The most dangerous global challenges which the world is facing in the third millennium differ from the previous great threat of nuclear war, which jeopardised mankind’s future and in fact its very survival. Today, we are witnessing changes in the global environmental balance, the dissolution of the tacit covenant of peaceful coexistence between man and nature, and this has caused a worldwide transformation. In the interdependent world of today, linked by modern means of communication and transport, diseases like AIDS or SARS can spread like lightning. There are also the dramatic problems of poverty and the hunger of billions of people that can no longer be considered national problems or even regional calamities. Finally, there is the need to manage the uncontrolled processes of globalisation. The spontaneous processes that were unleashed after the end of the Cold War have undermined the hope and optimism that the world had then of creating a new world order. 

International organisations, conceived as arbiters of international relations and plenipotentiary representatives of the emerging international community are now in crisis, a crisis brought about by their ineffectiveness in facing new realities. The world needs to reform those international institutions that can still function, but we also need new institutions that can keep pace with the new politics of the twenty-first century to help politicians properly envision the real issues on the world’s agenda and together seek convincing responses. 

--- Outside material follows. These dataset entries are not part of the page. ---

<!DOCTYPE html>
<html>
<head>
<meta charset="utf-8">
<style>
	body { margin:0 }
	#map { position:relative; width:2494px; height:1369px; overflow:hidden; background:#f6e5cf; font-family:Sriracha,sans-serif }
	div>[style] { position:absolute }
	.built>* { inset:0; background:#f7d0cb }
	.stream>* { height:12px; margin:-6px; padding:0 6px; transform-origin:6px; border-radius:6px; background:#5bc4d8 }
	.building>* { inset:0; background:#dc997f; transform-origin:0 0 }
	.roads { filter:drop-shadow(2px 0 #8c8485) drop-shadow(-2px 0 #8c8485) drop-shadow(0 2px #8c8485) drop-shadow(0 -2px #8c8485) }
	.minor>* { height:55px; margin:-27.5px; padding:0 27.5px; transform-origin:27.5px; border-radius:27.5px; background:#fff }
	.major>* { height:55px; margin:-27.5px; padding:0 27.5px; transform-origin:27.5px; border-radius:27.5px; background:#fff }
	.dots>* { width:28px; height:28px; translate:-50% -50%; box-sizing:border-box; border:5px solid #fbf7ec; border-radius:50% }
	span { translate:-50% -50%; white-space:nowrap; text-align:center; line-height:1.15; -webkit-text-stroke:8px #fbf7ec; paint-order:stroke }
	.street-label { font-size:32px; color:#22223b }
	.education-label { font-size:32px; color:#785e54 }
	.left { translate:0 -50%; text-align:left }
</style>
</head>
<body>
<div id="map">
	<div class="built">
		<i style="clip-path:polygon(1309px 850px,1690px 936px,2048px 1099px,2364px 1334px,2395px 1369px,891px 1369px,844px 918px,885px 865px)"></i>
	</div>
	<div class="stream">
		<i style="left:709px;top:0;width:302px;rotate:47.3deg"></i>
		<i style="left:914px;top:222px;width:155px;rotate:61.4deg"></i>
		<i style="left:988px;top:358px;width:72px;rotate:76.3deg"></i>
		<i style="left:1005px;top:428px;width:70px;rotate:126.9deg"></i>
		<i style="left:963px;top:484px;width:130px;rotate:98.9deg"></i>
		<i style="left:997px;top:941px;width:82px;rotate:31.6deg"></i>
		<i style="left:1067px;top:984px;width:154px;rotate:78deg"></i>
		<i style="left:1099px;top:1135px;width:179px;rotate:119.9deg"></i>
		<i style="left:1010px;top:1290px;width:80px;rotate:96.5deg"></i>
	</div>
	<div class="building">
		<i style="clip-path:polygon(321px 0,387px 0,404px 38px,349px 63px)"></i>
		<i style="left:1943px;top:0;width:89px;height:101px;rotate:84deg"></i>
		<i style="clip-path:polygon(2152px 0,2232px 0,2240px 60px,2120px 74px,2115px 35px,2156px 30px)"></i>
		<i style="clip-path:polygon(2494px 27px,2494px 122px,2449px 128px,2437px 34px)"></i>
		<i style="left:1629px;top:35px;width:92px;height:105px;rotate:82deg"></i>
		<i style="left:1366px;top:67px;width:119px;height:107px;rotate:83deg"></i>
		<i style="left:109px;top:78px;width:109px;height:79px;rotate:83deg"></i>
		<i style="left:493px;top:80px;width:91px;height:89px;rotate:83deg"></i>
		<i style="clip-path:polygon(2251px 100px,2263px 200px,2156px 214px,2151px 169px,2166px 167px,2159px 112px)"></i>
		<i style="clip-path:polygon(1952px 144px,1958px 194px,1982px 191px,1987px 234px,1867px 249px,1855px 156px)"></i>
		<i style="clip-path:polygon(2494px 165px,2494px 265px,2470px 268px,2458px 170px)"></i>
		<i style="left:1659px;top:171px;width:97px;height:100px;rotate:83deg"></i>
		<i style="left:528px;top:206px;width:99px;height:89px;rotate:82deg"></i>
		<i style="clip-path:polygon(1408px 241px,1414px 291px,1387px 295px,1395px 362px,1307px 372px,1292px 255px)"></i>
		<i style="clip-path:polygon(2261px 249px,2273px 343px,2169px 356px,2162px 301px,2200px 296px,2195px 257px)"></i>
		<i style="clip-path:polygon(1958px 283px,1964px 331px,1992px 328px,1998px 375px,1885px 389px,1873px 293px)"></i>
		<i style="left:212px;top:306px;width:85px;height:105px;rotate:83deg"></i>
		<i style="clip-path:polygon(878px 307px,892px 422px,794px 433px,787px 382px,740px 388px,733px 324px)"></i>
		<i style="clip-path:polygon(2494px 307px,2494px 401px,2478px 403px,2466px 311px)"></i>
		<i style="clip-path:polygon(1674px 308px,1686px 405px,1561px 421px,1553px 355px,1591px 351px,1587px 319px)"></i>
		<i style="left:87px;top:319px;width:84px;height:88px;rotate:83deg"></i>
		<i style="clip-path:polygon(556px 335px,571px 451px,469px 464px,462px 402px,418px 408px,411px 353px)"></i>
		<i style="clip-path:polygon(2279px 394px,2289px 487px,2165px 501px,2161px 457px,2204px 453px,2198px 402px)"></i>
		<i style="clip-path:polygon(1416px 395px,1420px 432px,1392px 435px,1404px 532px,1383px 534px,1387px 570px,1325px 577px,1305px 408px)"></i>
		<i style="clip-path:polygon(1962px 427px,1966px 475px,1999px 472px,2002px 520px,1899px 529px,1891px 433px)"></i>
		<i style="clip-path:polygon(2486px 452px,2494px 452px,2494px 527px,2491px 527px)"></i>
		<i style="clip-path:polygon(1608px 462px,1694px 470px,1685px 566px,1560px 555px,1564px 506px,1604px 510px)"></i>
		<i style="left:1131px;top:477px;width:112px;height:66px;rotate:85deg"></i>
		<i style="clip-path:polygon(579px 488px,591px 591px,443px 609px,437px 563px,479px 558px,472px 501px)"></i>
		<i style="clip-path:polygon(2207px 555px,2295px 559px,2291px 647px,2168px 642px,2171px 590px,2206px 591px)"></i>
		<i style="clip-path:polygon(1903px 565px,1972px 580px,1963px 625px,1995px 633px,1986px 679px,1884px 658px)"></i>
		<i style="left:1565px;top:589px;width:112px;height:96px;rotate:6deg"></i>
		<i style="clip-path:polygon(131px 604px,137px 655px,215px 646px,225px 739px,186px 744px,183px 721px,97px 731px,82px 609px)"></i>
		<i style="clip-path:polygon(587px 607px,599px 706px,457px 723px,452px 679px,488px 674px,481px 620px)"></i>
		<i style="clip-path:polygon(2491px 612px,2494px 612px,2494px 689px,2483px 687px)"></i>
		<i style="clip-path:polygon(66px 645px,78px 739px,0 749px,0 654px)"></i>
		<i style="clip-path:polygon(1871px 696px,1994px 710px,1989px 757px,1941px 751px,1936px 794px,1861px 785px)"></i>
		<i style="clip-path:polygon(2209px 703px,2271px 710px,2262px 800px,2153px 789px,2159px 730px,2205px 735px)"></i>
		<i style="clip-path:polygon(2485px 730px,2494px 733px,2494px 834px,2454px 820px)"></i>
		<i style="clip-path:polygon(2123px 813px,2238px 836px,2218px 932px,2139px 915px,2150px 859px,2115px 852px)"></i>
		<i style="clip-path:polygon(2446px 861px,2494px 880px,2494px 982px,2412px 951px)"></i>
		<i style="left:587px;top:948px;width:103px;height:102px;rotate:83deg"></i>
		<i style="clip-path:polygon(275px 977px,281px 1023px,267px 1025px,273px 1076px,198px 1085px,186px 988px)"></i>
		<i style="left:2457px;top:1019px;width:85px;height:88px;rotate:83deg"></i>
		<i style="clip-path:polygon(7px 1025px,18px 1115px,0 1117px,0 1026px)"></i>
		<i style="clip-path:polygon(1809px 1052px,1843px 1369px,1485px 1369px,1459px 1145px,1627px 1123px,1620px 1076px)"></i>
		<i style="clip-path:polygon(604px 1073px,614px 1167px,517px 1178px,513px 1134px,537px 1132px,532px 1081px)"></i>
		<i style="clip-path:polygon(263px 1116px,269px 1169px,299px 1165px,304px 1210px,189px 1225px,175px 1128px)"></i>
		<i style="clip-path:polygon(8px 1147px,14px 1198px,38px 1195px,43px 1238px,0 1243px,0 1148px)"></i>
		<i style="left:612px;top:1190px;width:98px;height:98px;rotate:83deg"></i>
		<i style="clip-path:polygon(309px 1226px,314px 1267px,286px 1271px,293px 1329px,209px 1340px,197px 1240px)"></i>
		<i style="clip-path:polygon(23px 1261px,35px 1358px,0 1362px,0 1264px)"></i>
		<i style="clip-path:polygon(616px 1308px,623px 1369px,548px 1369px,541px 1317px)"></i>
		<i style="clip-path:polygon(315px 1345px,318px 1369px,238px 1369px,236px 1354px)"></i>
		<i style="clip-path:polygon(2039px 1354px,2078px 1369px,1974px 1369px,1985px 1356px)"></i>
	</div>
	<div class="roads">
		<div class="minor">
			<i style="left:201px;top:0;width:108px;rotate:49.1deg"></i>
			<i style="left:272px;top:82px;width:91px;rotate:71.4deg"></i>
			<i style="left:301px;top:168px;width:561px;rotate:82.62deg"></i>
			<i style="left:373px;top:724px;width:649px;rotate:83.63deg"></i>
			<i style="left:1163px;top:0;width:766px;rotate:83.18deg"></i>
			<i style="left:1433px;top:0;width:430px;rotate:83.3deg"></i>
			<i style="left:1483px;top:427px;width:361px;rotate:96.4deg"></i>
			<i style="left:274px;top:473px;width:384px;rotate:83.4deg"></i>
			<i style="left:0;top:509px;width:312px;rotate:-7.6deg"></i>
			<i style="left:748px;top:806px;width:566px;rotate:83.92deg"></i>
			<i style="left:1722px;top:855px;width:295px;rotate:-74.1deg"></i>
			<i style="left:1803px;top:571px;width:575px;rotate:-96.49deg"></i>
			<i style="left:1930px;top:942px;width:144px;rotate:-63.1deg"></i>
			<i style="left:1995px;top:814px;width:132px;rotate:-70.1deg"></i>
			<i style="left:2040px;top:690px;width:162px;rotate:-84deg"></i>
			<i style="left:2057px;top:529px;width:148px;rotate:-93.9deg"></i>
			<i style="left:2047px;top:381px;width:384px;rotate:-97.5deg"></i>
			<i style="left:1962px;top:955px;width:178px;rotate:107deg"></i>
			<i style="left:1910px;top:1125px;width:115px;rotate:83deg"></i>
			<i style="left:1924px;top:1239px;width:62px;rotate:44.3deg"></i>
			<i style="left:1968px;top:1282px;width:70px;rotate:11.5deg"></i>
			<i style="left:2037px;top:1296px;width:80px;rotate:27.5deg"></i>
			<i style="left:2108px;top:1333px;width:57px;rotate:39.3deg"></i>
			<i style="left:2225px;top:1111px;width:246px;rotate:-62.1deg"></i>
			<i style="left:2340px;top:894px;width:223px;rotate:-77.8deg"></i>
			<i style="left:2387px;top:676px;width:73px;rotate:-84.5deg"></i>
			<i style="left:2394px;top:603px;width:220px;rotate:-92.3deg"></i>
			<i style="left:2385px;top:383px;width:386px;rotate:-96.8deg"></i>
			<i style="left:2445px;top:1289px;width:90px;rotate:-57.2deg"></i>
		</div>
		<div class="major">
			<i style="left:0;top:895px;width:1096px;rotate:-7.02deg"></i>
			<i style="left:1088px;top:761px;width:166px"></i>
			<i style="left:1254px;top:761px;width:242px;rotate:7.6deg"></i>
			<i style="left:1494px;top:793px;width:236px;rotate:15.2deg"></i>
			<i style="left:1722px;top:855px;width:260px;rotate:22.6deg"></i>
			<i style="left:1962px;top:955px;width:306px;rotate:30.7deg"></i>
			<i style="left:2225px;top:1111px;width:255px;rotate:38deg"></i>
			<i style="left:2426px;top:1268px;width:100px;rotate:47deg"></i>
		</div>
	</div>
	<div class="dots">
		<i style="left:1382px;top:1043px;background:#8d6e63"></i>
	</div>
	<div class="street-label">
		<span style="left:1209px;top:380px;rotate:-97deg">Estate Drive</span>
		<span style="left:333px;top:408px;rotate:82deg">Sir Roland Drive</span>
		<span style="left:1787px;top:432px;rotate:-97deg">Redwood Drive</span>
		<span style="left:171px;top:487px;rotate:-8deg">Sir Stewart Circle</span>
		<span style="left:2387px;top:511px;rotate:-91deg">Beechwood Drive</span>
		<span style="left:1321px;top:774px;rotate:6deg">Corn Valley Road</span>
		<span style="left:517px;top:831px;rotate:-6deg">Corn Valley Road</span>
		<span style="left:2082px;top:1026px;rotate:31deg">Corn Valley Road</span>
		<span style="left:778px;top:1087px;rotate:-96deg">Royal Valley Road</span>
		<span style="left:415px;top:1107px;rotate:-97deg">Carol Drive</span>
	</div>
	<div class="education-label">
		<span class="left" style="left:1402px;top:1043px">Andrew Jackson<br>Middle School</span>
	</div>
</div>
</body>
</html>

Politics is not keeping pace with the course of events, and this lag has been demonstrated particularly during the Iraqi crisis. There is one question that needs to be asked: Has the military victory in Iraq drawn us closer to a solution of problems that arise from the link between terrorism and the weapons of mass destruction? To me, it is clear that the answer is no. This victory has actually set us back and made such a solution more difficult, because the temptation of asymmetrical responses to the overwhelming military might of the world’s only remaining superpower has grown instead of diminished. Terrorist actions are occurring in many regions of the world and are now practically pandemic. 

We have seen enough utopias in our lifetime. The socialist utopias, the utopia of a perfect world order - ‘the end of history’, and now a third utopia is appearing - that of imposing democratic regimes through the use of force. All of them are wrong. I would go further, to say that every utopia in the end makes us all pay a high price for it. 

The participation of research centres and think tanks are of particular importance for our mission, not only Western ones but also those representing Asia, Africa, the Muslim world, and Latin America. Many of them have already declared their willingness to participate in the work of the World Political Forum, and to make their intellectual contribution available to us for analysis and documentation. We welcome this participation. 

The World Political Forum as a meeting point for comparison of different viewpoints and approaches is becoming a valuable tool for developing new policies, for high-level contacts, and for seeking new methods of research leading to common solutions. Among the most important themes for wide-ranging international discussion are those related to global governance. I think it is worth repeating that only by continuing the processes of democratisation in the world, only by guaranteeing democratic procedures as the functional basis of international institutions will it be possible to extend to everyone the benefits of modern society, to integrate different proposals and choose the most appropriate ones. Nothing can be achieved if pressures and a quest for supremacy replace the democratic approach, and only the path to a new world civilisation can lead to a culture of peace.